6 Examination of branch captive insurance companies.   The examination of a branch captive insurance company pursuant to section 6708 must be of the branch business and branch operations only, as long as the branch captive insurance company provides annually to the superintendent a certificate of compliance, or its equivalent, issued by or filed with the licensing authority of the jurisdiction in which the branch captive insurance company is formed and demonstrates to the superintendent's satisfaction that it is operating in sound financial condition in accordance with all applicable laws and regulations of that jurisdiction. As a condition of licensure, the alien captive insurance company must grant authority to the superintendent for examination of the affairs of the alien captive insurance company in the jurisdiction in which the alien captive insurance company is formed.

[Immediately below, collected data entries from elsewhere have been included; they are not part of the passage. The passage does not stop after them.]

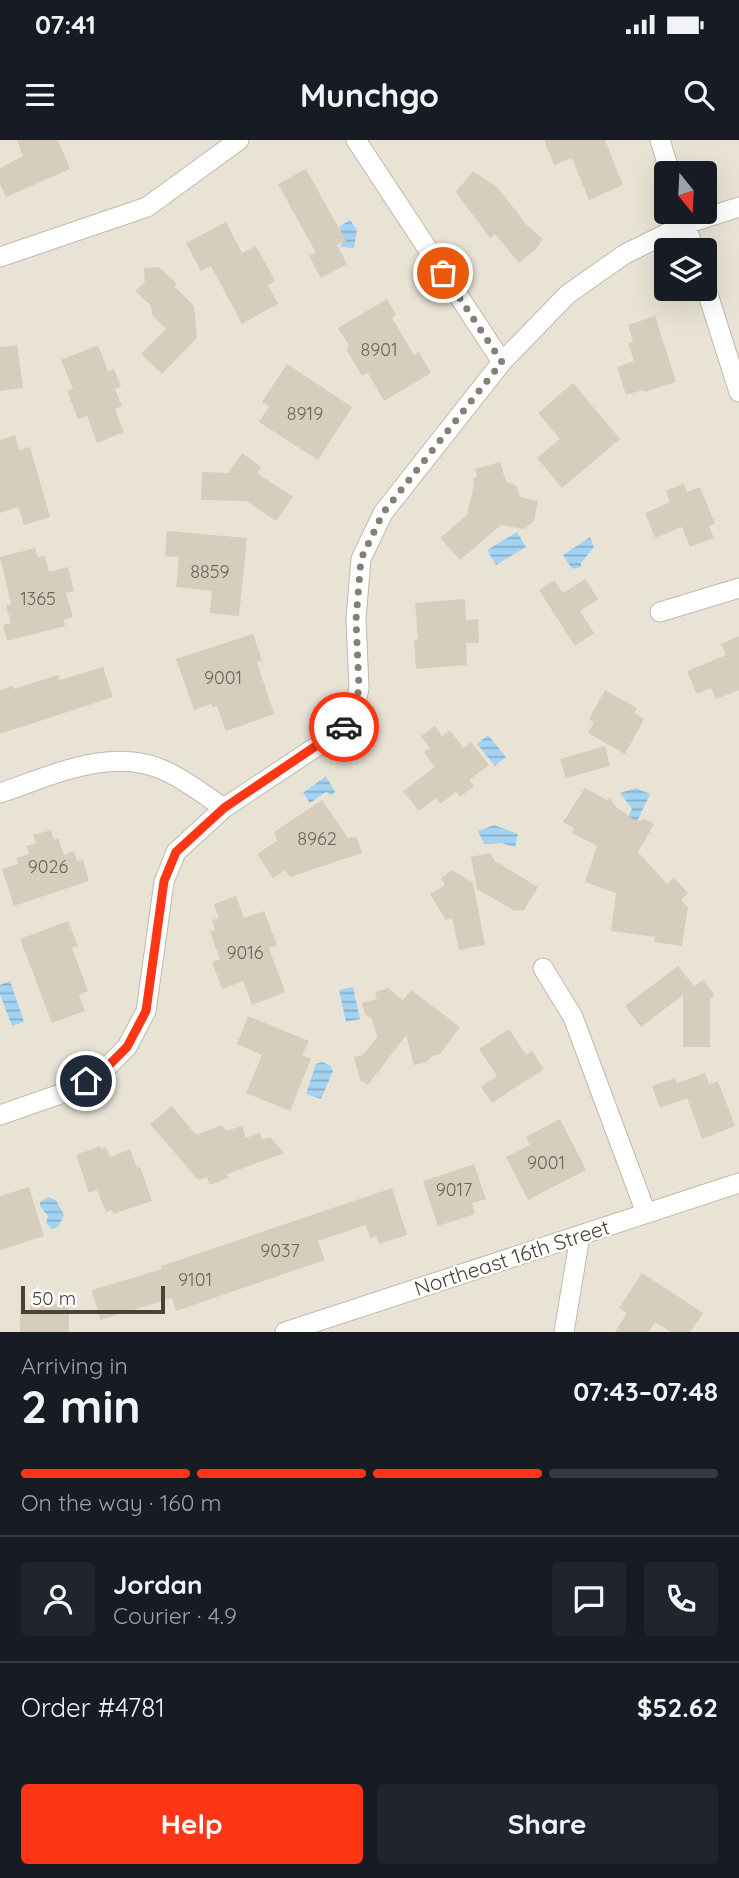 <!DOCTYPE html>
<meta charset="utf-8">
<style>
body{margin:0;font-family:Quicksand,sans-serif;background:#20242c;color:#f1f3f6;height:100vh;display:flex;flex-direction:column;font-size:26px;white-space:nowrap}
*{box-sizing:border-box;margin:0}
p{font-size:23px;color:#9ea1a6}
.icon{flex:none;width:38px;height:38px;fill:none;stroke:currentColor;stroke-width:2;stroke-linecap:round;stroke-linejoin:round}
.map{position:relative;height:1192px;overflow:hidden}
.panel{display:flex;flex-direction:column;background:#171b24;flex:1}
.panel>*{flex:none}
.needle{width:46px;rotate:162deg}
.buttons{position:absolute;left:654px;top:21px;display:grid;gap:14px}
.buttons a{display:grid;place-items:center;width:63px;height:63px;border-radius:7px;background:#171b24;box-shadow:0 7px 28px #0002;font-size:35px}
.scale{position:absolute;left:21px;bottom:18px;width:144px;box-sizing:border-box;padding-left:7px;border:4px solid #494237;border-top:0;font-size:19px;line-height:24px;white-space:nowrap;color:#494237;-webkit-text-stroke:5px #fff;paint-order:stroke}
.pin{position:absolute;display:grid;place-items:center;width:60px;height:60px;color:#fff;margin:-30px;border:4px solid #fff;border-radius:50%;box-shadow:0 2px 7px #0007}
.courier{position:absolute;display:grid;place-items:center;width:70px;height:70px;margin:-35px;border:5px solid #ff3615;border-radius:50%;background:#fff;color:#222;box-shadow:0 2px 9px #0007}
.overview em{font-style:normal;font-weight:800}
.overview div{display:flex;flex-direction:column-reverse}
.overview{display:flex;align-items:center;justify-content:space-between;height:119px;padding:0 21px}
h1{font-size:46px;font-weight:800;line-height:52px}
.bar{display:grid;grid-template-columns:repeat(4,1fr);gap:10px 7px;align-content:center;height:84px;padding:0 21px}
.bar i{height:9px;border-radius:5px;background:#363941}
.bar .active{background:#ff3615}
.bar p{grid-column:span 4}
.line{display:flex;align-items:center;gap:18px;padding:0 21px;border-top:2px solid #363941}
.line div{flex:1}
.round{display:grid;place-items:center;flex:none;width:74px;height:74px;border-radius:7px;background:#20242c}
.primary-button{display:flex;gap:14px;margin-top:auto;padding:14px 21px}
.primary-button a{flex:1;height:80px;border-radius:7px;background:#ff3615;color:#fff;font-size:28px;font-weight:800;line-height:80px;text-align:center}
.primary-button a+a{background:#20242c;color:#f1f3f6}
.status{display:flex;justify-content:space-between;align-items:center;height:49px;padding:0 35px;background:#171b24;direction:ltr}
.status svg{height:19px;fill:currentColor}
header{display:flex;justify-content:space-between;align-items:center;height:91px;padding:0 21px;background:#171b24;font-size:32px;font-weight:800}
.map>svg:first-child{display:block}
.residential{fill:#e9e3d6;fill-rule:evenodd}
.water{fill:url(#water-rules)}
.building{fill:#d7cdbd}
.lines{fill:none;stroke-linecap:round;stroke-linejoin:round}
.minor-casing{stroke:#c1b9ab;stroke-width:21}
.minor{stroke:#fff;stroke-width:19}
.done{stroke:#857f75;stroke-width:7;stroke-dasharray:0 12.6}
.route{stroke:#ff3615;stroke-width:9}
.labels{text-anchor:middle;stroke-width:5;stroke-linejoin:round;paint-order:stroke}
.number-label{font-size:18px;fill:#6c6558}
.street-label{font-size:21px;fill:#494237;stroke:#fff}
</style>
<div class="status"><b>07:41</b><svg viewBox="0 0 49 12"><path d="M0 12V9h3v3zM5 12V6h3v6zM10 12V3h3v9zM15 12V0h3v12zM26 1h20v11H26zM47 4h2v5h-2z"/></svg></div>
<header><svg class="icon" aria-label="menu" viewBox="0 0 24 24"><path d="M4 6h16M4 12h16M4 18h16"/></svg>Munchgo<svg class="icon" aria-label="search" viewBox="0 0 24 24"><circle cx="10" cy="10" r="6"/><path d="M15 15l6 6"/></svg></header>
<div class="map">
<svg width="739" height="1192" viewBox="0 0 739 1192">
<defs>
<pattern id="water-rules" width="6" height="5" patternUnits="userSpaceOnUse" patternTransform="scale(1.75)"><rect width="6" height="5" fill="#a3d3f3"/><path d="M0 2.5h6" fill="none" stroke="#87adc6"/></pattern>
</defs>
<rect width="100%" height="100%" fill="#f5f1e9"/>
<!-- residential -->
<path class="residential" d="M0,0h739v1192h-739zM667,33h38v39h-38zM667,110h38v39h-38z"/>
<!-- water -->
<path class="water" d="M350,80l7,10 -3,18 -13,-1 2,-11 -4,-9z
M517,392l9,15 -30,18 -9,-15z
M590,397l4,10 -13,16v4l-9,2 -9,-14z
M488,595l18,22 -11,9 -18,-22z
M326,636l9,16 -3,3 -6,-3 -16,11 -7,-10z
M636,648l14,6 -15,32 -9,-5 6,-12 -12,-16z
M494,685l24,9 -3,13 -14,-4 -17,1 -6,-13z
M10,841l14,41 -12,4 -12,-32v-9z
M353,847l7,32 -14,3 -7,-32z
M322,922l9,4 2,5 -12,28 -15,-5 10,-30z
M48,1057l8,3 8,15 -6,12 -6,2 -6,-6 2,-7 -8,-10v-4z"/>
<!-- building -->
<path class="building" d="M17,0h41l12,29 -64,28 -6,-13v-16l23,-12z
M544,0h61l18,45 -34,15 -17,-42 -18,7z
M306,29l40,72 -9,4 10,19 -26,14 -12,-22 7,-3 -38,-69z
M473,31l25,17 28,36 17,15 -8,11 -16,13 -24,-29 -5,4 -34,-46z
M226,82l16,31 14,-7 19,35 -7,4 10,19 -36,20 -31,-58 -10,5 -15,-28z
M159,127l18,17 -3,2 20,20 3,32 -35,36 -21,-20 25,-25 -14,-14 -1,-9 -16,-15 10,-9 -1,-14z
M387,159l9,16 -4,3 22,37 5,-3 12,21 -47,28 -16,-28 -6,3 -16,-27 3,-3 -11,-18z
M655,176l21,66 -32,10 -1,-2 -17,5 -9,-28 17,-6 -6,-18 5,-1 -5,-17z
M17,205l6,43 -23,3v-44z
M98,205l10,26 6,-2 7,17 -6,3 7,17 -7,3 9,23 -27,11 -10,-27 -9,3 -11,-28 6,-2 -12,-29z
M287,224l65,43 -34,53 -59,-38 10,-16 -7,-4z
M573,243l47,56 -58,49 -25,-30 23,-19 -22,-26z
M15,295l4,15 11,-3 20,70 -26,8 -6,-18 -18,6v-73z
M242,313l19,14 -4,6 36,24 -17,24 -29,-20 -46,-1 1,-28 26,1z
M500,322l6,20 10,3 4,12 18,4 -4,20 -10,8 -23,-4 -41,35 -20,-22 27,-23 7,-31 -1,-5 4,-3 -2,-7z
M684,343l3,9 13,-5 15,37 -6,2 5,12 -24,9 -8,-20 -27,11 -10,-25 25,-11 -4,-11z
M167,391l80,7 -8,78 -29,-3 2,-22 -36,-4 3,-30 -14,-1z
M35,408l3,9 7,-1 4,16 19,-5 6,24 -8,2 7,24 -9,3 1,6 -58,15 -4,-16 8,-2 -5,-18 5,-1 -11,-47z
M585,439l13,20 -18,12 14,22 -19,13 -36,-56 15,-10 9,13z
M465,459l1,21 12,-1 1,24h-13l1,22 -51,4 -2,-29 4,-1 -3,-36z
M253,494l9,26 -5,2 17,52 -48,17 -9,-25 -4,1 -2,-3 -17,6 -18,-51z
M739,496v54l-23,9 -5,-11 -14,6 -10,-23 39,-16 -5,-11z
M103,527l10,30 -113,37v-44l13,-4 1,3 44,-14 2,5z
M605,550l32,18 -3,5 10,6 -19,35 -37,-21 6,-11 -5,-3z
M435,586l7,10 8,-6 13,18 8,-6 18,23 -20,15 5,6 -14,11 -4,-5 -16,12 -4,-6 -17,13 -16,-20 32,-24 -11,-15 6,-4 -9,-12z
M605,606l5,20 -44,12 -6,-19z
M585,648l22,12 3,-2 6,9 20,14 9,-2 9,5 -16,28 29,32 7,-6 14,15 -7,7 7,7 -6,39 -28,-4 1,-5 -44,-6 5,-38 -31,-11 12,-36 -25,-13 2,-5 -11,-6z
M322,660l26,38 8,-2 6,17 -72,24 -5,-7 -12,8 -16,-24 20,-13 -3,-9z
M51,690l3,10 4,-2 6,17 10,-4 3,10 6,-1 6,21 -75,25 -12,-37 16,-5 -2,-6 13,-4 -3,-8 10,-3 -3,-8z
M490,713l5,8 43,26 -14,23 -9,1 -38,-22 -6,-32z
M452,730l21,13 12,62 -26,5 -7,-32 -6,2 -16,-26 15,-9 -4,-7z
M236,756l8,22 20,-7 13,34 -8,3 16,44 -33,13 -9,-24 -21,8 -10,-27 8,-3 -10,-27 5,-2 -3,-10 7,-2 -5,-14z
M68,781l10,25 -6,2 16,43 -9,4 6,16 -33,12 -32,-84z
M678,826l16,20 9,-6 12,15 -5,4v48h-27v-52l-42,32 -16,-21z
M388,848l15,12 8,-10 49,37 -20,27 -8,2 -5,6 -13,3 -8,-30 -38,50 -8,-5 -6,-23 9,-2 14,-18 -5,-18 -7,-5 -3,-11 15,-4 -2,-7z
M248,876l61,25 -7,14 9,4 -21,52 -44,-18 16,-38 -25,-11z
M509,889l17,26 6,-4 12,18 -52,34 -11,-16 16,-11 -18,-27z
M705,933l4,11 9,-3 17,45 -33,13 -15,-41 -27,10 -8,-22 23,-8 2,5z
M172,966l24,29 26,-10 4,6 16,-5 4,12 14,-5 2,7 8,-3 14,16 -57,21 1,4 -18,7 -3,-8 -9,3 -48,-56z
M560,979l26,51 -58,30 -22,-43 24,-12 -4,-8z
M100,1006l1,3 5,-2 4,10 20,-8 7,19 3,-1 12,34 -39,13 -1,-4 -6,2 -9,-22 -8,3 -13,-38z
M474,1024l12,35 -14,4 3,11 -37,12 -15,-45z
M29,1047l15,49 -44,14v-54z
M392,1048l15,47 -28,9 -3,-8 -6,2 -4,-13 -48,16 7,19 -149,51 -4,-13 -72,22 -8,-30 70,-21 -1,-3z
M642,1133l61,40 -13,19h-19l-16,-10 -6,10h-34l12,-19 -8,-5z
M30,1164h39v28h-49v-22h10z"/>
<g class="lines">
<!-- minor casing -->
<g class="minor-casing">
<path id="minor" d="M356,0l146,222
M660,0l10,33
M682,72l12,38
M0,117l147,-50 92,-67
M705,145l34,107
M660,472l79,-24
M0,653c54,-18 113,-48 168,-21 20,10 38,24 56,36
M543,828l30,49 73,196
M0,975l69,-24 34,-20 24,-24 19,-36 18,-129 12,-30 48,-44 119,-79 11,-17 5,-24 -3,-69 5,-60 22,-46 119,-151 66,-68 57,-40 61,-30 53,-17
M285,1192l454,-149
M564,1192l16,-96"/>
</g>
<!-- minor -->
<use href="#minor" class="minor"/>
</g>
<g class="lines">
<!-- done -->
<path class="done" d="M344,587l10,-15 5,-24 -3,-68 5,-61 22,-46 119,-151 -59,-89"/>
<!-- route -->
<path class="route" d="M86,941l17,-10 24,-24 19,-36 18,-130 12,-29 48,-44 120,-81"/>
</g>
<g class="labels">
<!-- number labels -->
<g class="number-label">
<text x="379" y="216">8901</text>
<text x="305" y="280">8919</text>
<text x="210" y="438">8859</text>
<text x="38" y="465">1365</text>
<text x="223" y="544">9001</text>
<text x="317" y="705">8962</text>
<text x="48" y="733">9026</text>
<text x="245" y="819">9016</text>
<text x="546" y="1029">9001</text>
<text x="454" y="1056">9017</text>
<text x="280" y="1117">9037</text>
<text x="195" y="1146">9101</text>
</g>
<!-- street labels -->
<g class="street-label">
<text transform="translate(512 1118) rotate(-18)" y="7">Northeast 16th Street</text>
</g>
</g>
</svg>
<div class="buttons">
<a><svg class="needle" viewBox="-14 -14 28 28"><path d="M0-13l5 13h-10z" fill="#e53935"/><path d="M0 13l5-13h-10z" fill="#9ea1a6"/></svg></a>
<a><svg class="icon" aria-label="layers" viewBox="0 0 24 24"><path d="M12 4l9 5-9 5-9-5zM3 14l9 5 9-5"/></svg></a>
</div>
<div class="scale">50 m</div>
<div class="pin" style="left:443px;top:133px;background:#ea580c"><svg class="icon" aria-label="bag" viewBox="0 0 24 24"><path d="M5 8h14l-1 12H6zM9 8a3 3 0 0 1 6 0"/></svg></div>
<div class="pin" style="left:86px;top:941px;background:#1f2937"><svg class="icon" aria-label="home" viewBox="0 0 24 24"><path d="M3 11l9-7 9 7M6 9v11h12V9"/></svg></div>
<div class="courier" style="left:344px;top:587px"><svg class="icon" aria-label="car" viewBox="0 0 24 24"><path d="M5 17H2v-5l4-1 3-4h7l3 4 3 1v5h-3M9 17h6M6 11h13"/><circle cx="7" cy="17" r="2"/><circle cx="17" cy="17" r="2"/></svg></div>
</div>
<section class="panel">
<div class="overview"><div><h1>2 min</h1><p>Arriving in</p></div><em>07:43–07:48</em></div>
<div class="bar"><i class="active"></i><i class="active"></i><i class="active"></i><i></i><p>On the way · 160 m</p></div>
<div class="line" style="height:126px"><a class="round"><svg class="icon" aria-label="person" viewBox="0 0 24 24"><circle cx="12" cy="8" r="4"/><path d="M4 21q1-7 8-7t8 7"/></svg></a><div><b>Jordan</b><p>Courier · 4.9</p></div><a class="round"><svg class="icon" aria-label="chat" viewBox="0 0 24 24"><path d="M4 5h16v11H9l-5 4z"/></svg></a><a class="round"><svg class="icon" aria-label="phone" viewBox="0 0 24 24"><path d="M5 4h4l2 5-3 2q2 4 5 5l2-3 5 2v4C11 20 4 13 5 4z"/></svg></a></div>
<div class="line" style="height:91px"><div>Order #4781</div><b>$52.62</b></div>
<div class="primary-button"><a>Help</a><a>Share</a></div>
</section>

7 Taxation of branch captive insurance companies.   In the case of a branch captive insurance company, the tax provided for in section 6723 applies only to the branch business of the company.

SUMMARY

The bill makes changes to the State's laws regulating captive insurance companies to encourage the formation of new captive insurance companies in the State. The changes in the bill are modeled after laws relating to captive insurance companies in Vermont, which has the highest number of captive insurance companies in the United States.